Corriere del Mezzogiorno (Campania)
DIRITTO ALLA SALUTE E CONFLITTI DI POTERE
Due questioni che di recente trovano spazio nelle pagine dei quotidiani s’insinuano, pur ai margini, nel dibattito dominato dai tanti aspetti della pandemia che ci assilla; con la sua scia di vittime, l’immiserimento di milioni di cittadini, l’incerto futuro dei giovani privati di regolari percorsi formativi e chiamati a fronteggiare in futuro immensi debiti oggi contratti dal Paese. Parlo di problemi da anni controversi. L’uno definibile «problema delle autonomie»; l’altro «problema giustizia». Perché richiamarli in tempi di pandemia? Il primo, pur se indirettamente, è connesso alla tempesta innescata dal Covid 19, nella misura in cui emergono contrasti tra scelte di governo e linee di gestione sanitaria delle diverse regioni.

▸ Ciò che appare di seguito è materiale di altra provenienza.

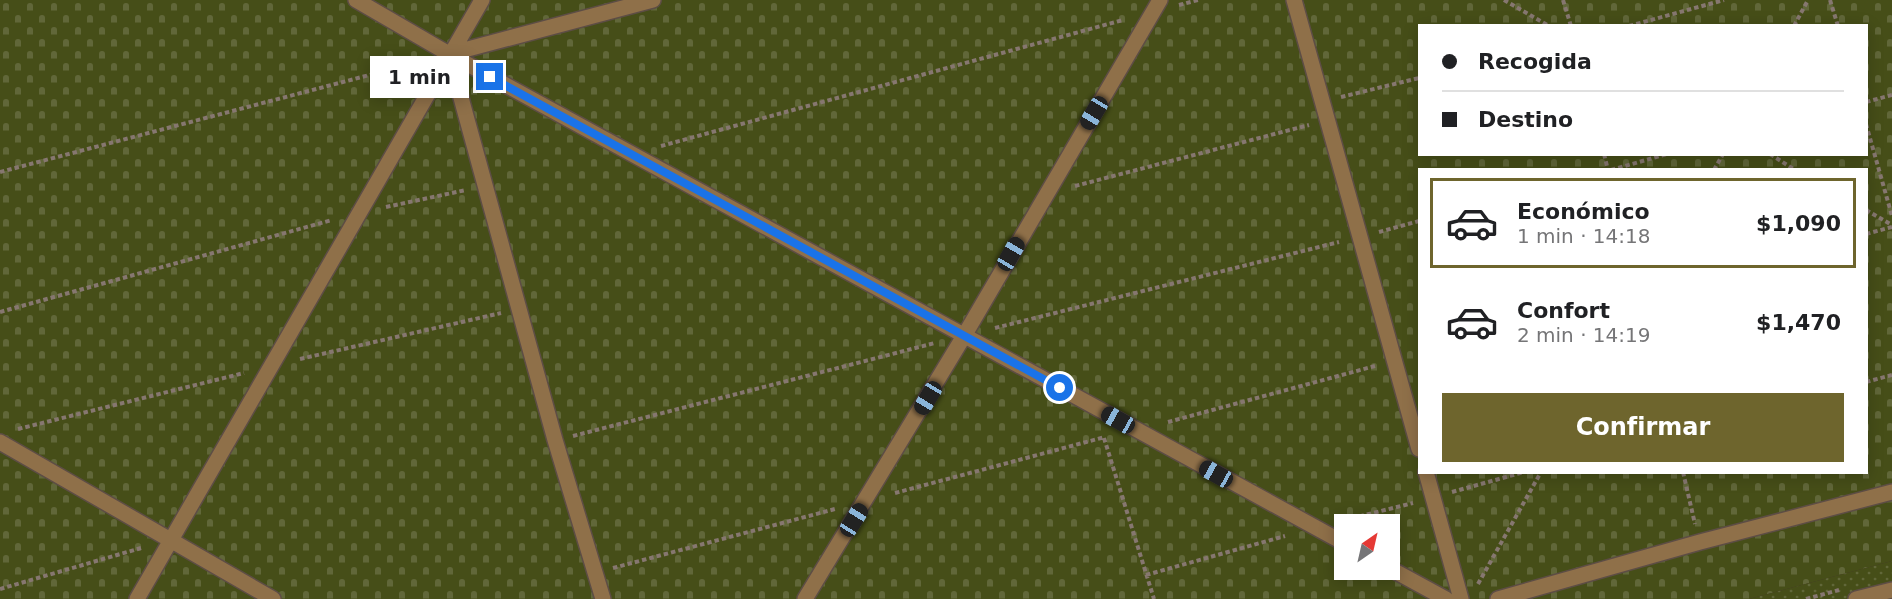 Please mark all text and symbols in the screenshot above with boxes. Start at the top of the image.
text: Recogida [1478,49,1592,74]
callout: 1 min [370,56,469,98]
route end [476,63,503,90]
text: 1 min [388,65,451,89]
car [1077,93,1111,133]
text: Destino [1478,107,1573,132]
icon: car [1445,196,1499,250]
text: Económico [1517,199,1650,224]
text: $1,090 [1756,211,1841,236]
text: 1 min · 14:18 [1517,224,1651,248]
car [994,234,1028,274]
icon: car [1445,295,1499,349]
text: Confort [1517,298,1610,323]
text: $1,470 [1756,310,1841,335]
text: 2 min · 14:19 [1517,323,1651,347]
route start [1046,374,1073,401]
car [911,378,945,418]
button: Confirmar [1442,393,1844,462]
car [1098,403,1138,437]
car [1196,457,1236,491]
car [837,500,871,540]
north arrow [1334,514,1400,580]
map controls [1334,514,1400,580] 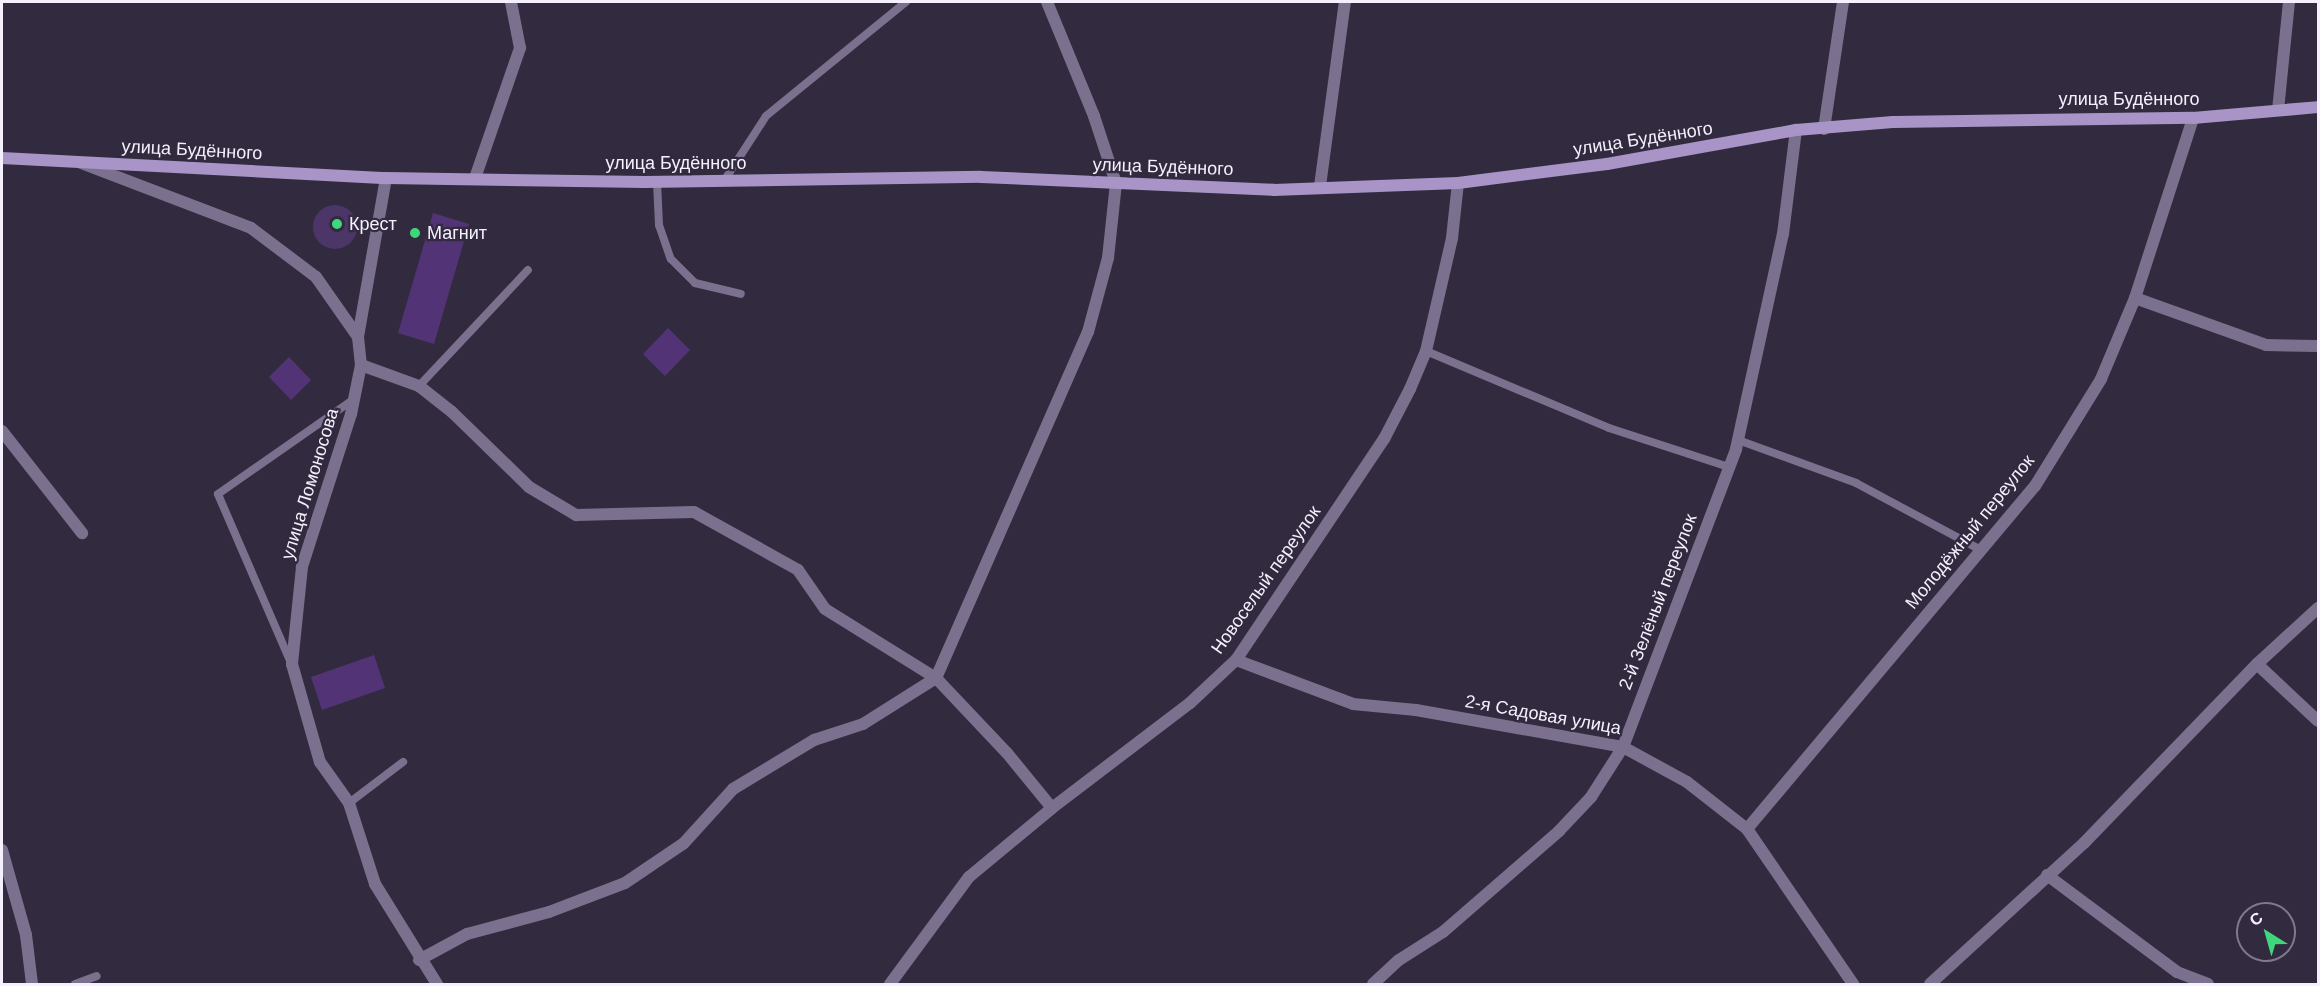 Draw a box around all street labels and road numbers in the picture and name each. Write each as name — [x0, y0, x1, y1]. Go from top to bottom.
street label: улица Будённого — [2059, 88, 2199, 110]
street label: улица Будённого — [1572, 117, 1714, 161]
street label: улица Будённого — [121, 136, 263, 164]
street label: улица Будённого — [606, 152, 746, 174]
street label: улица Будённого — [1092, 154, 1234, 180]
street label: улица Ломоносова — [277, 406, 343, 562]
street label: Молодёжный переулок — [1901, 450, 2039, 614]
street label: Новоселый переулок — [1207, 502, 1325, 658]
street label: 2-й Зелёный переулок — [1614, 511, 1702, 693]
street label: 2-я Садовая улица — [1463, 691, 1623, 739] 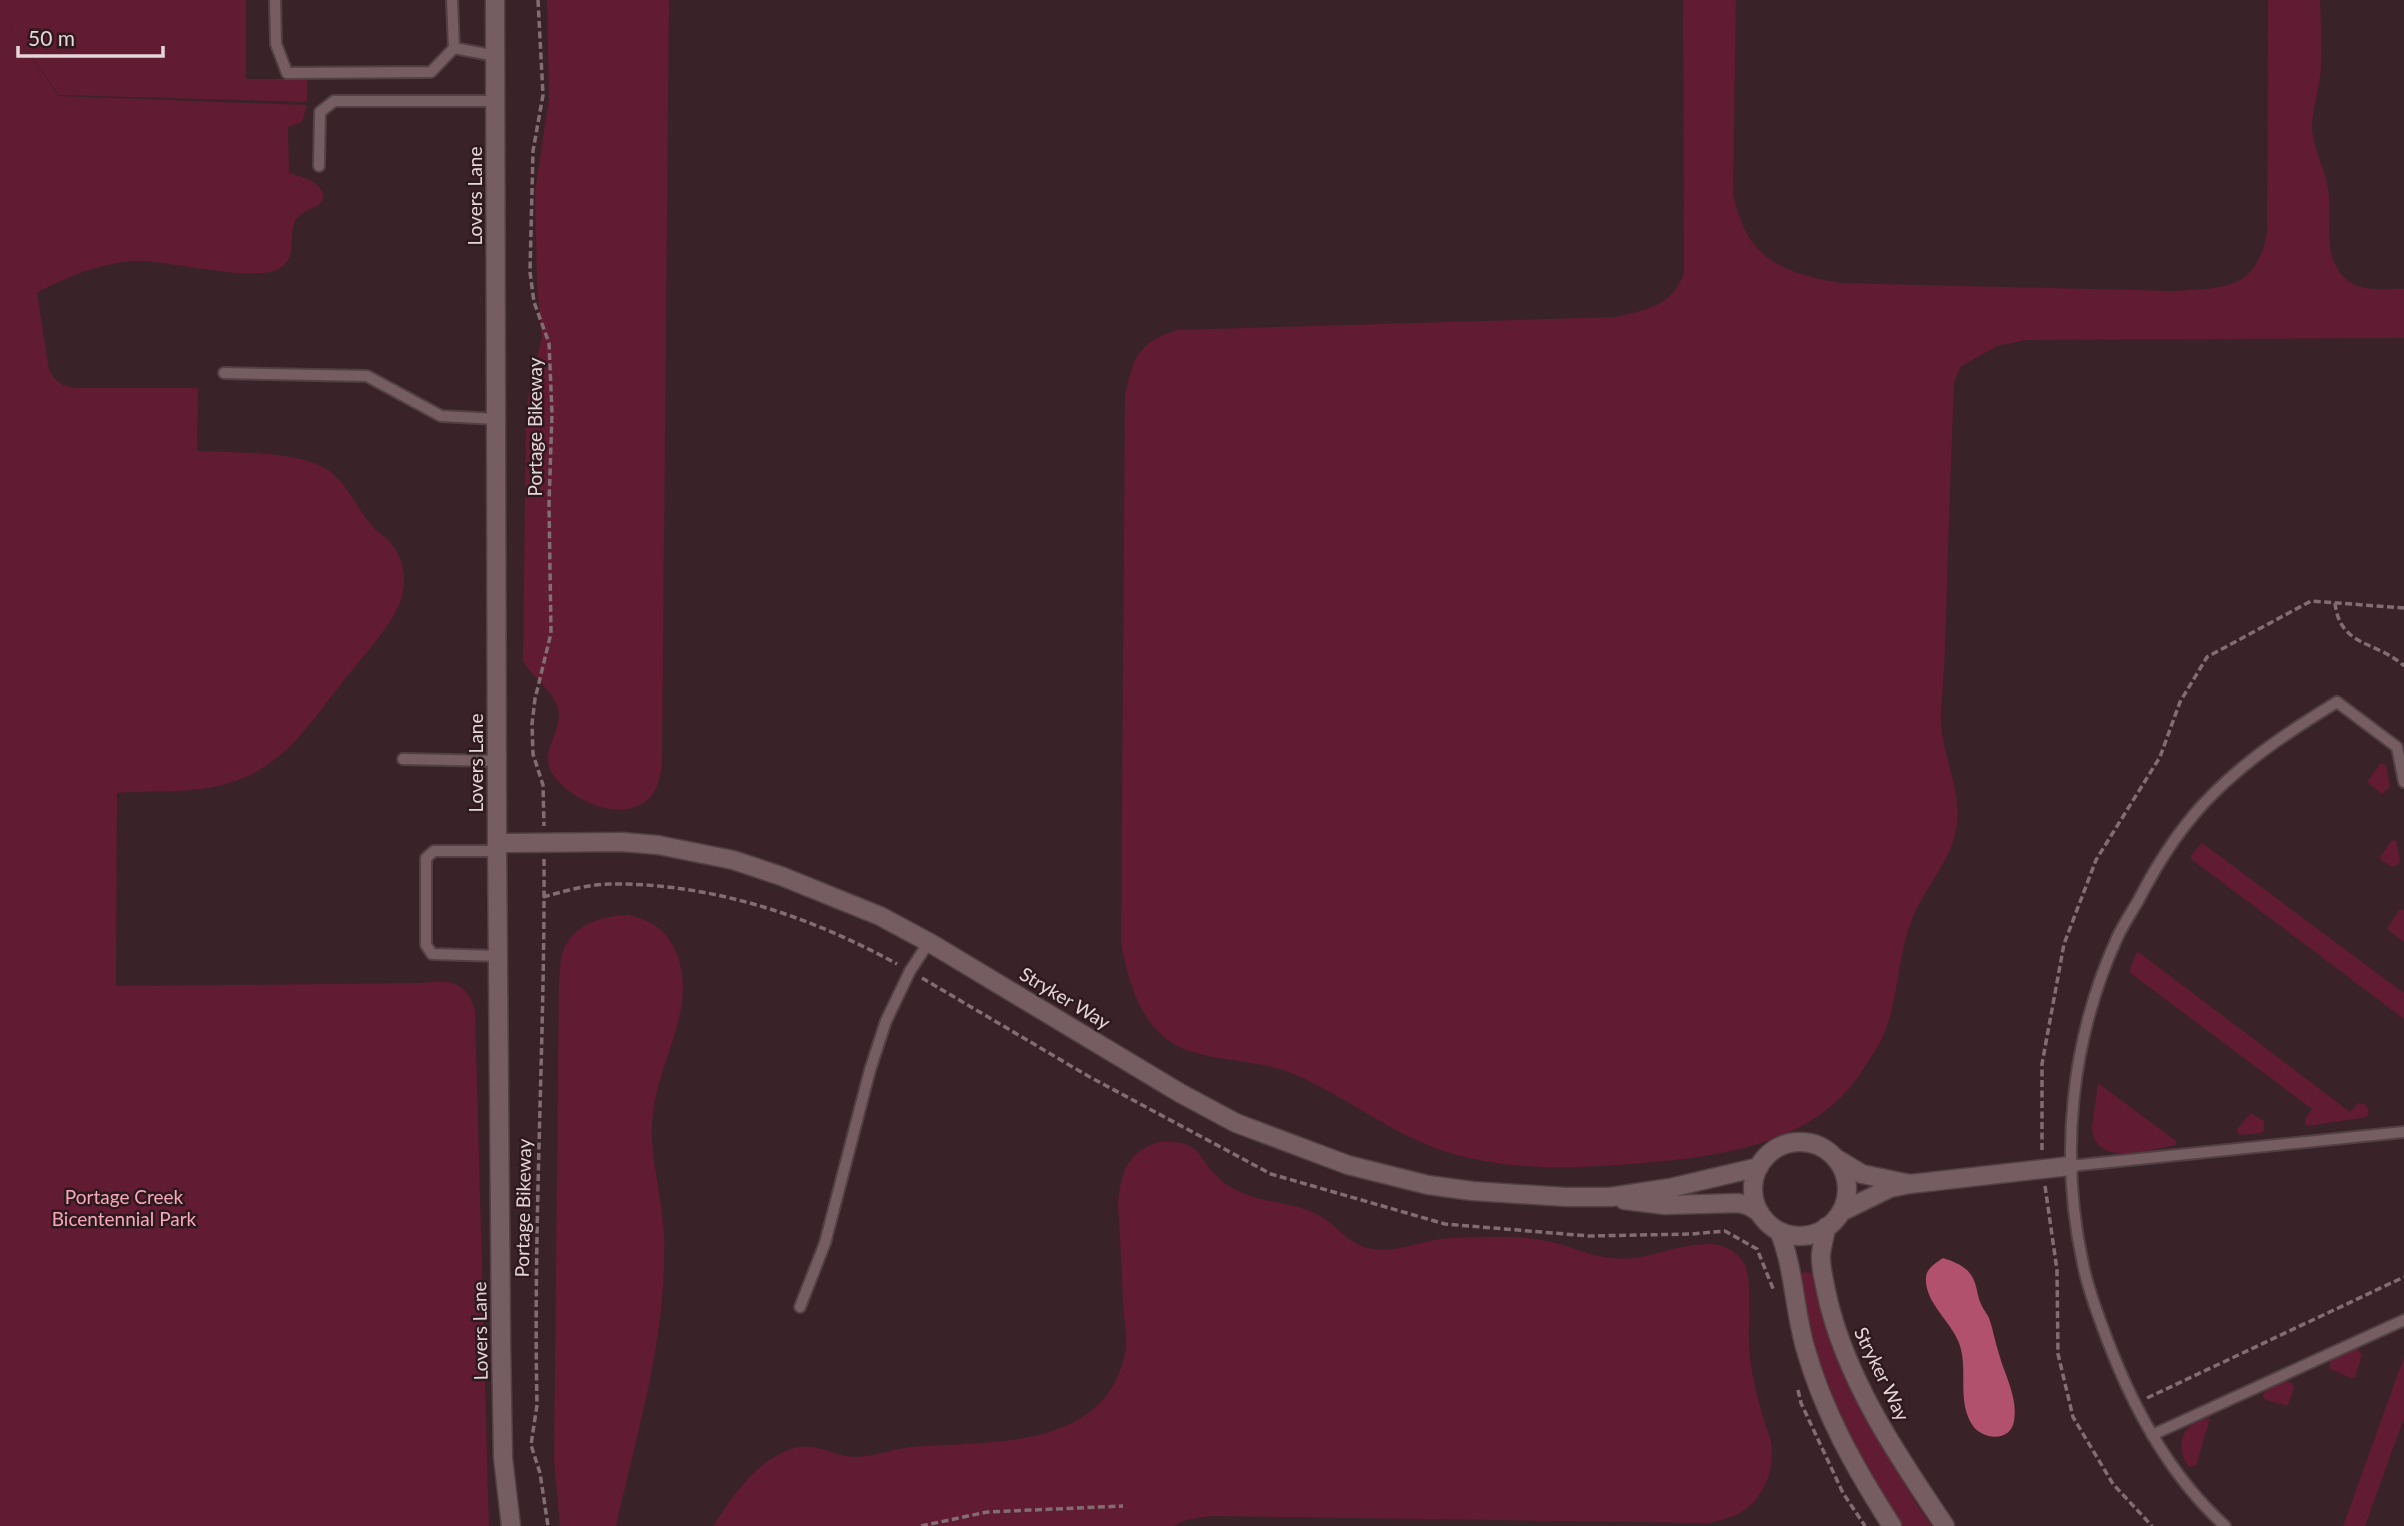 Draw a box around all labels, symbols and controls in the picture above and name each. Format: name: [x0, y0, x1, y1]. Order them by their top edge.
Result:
scale bar: [18, 14, 163, 58]
text: 50 m: [28, 25, 75, 50]
street label: Lovers Lane: [463, 147, 486, 245]
street label: Portage Bikeway: [523, 357, 546, 497]
street label: Lovers Lane: [464, 714, 487, 812]
street label: Stryker Way: [1016, 962, 1115, 1034]
street label: Portage Bikeway: [510, 1138, 535, 1278]
park label: Portage Creek Bicentennial Park: [52, 1185, 197, 1230]
street label: Lovers Lane: [467, 1281, 492, 1381]
street label: Stryker Way: [1850, 1323, 1915, 1425] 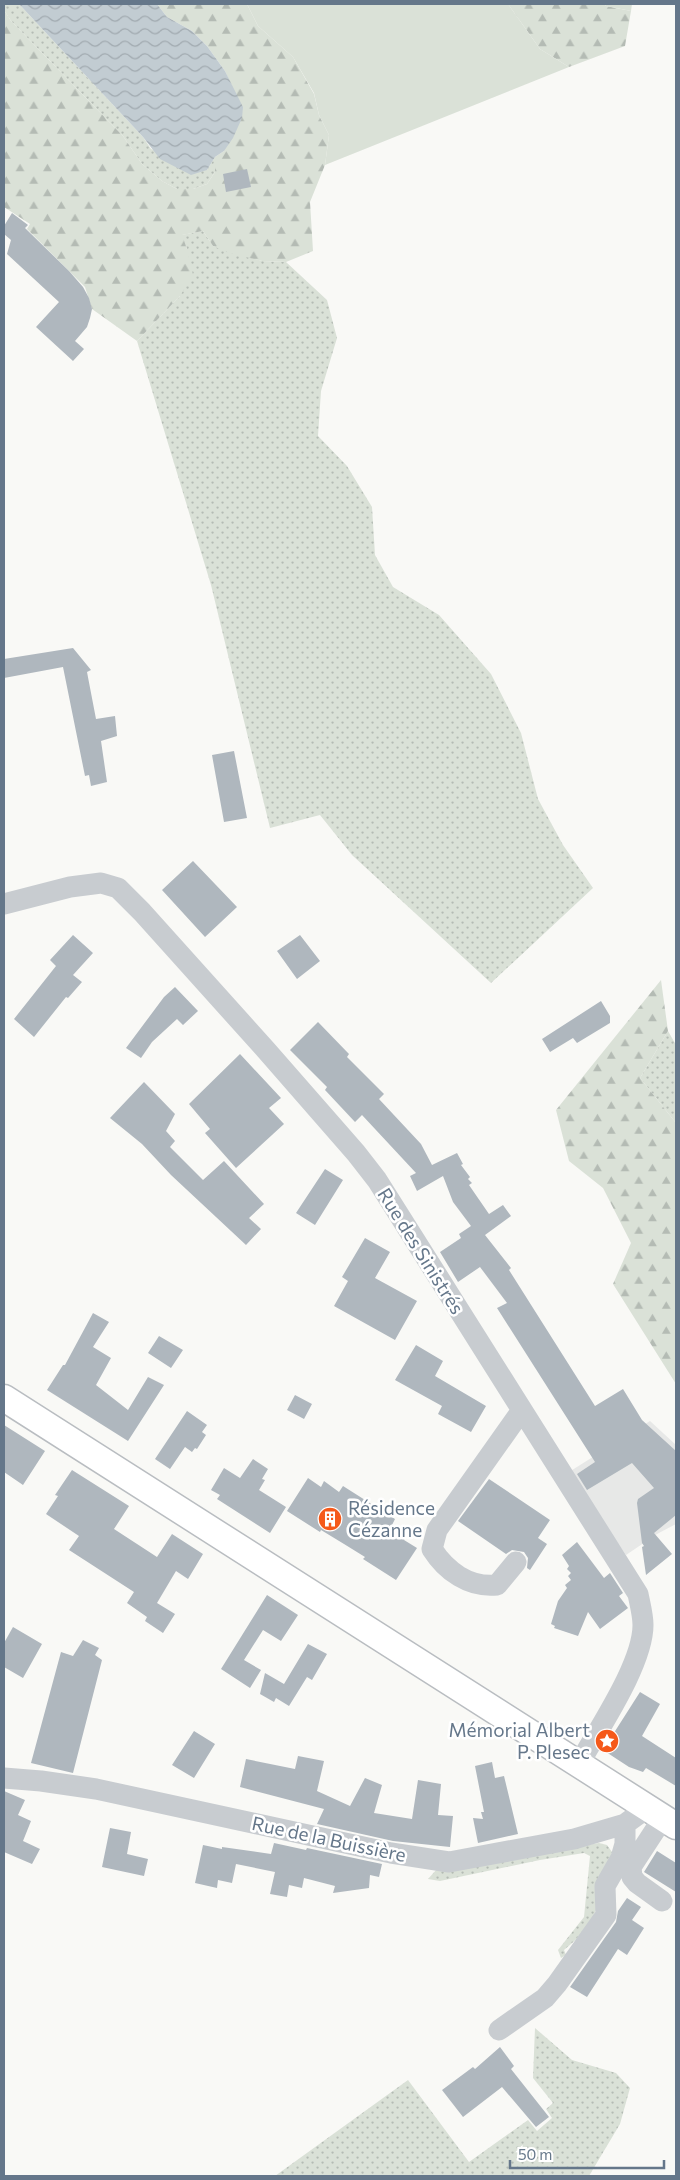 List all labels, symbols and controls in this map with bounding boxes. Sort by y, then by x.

A riproporre il secondo tema, alimentando un dibattito perennemente serpeggiante, è stata solo la contiguità temporale d’un accadimento recente. Problemi, entrambi, di equilibri di poteri. Tra Stato centrale e regioni; e tra politica e magistratura. Il progressivo accrescimento delle autonomie regionali, da un lato e, dall’altro, il preponderante ruolo della magistratura inquirente su atti e personaggi della politica centrale e locale, sono ormai aspetti emblematici di quella
che s’è convenuto definire la seconda Repubblica. Lo spazio che tali temi, per circostanze diverse, riacquistano oggi in cronache e commenti ne conferma la perdurante rilevanza a fronte della struttura istituzionale del Paese.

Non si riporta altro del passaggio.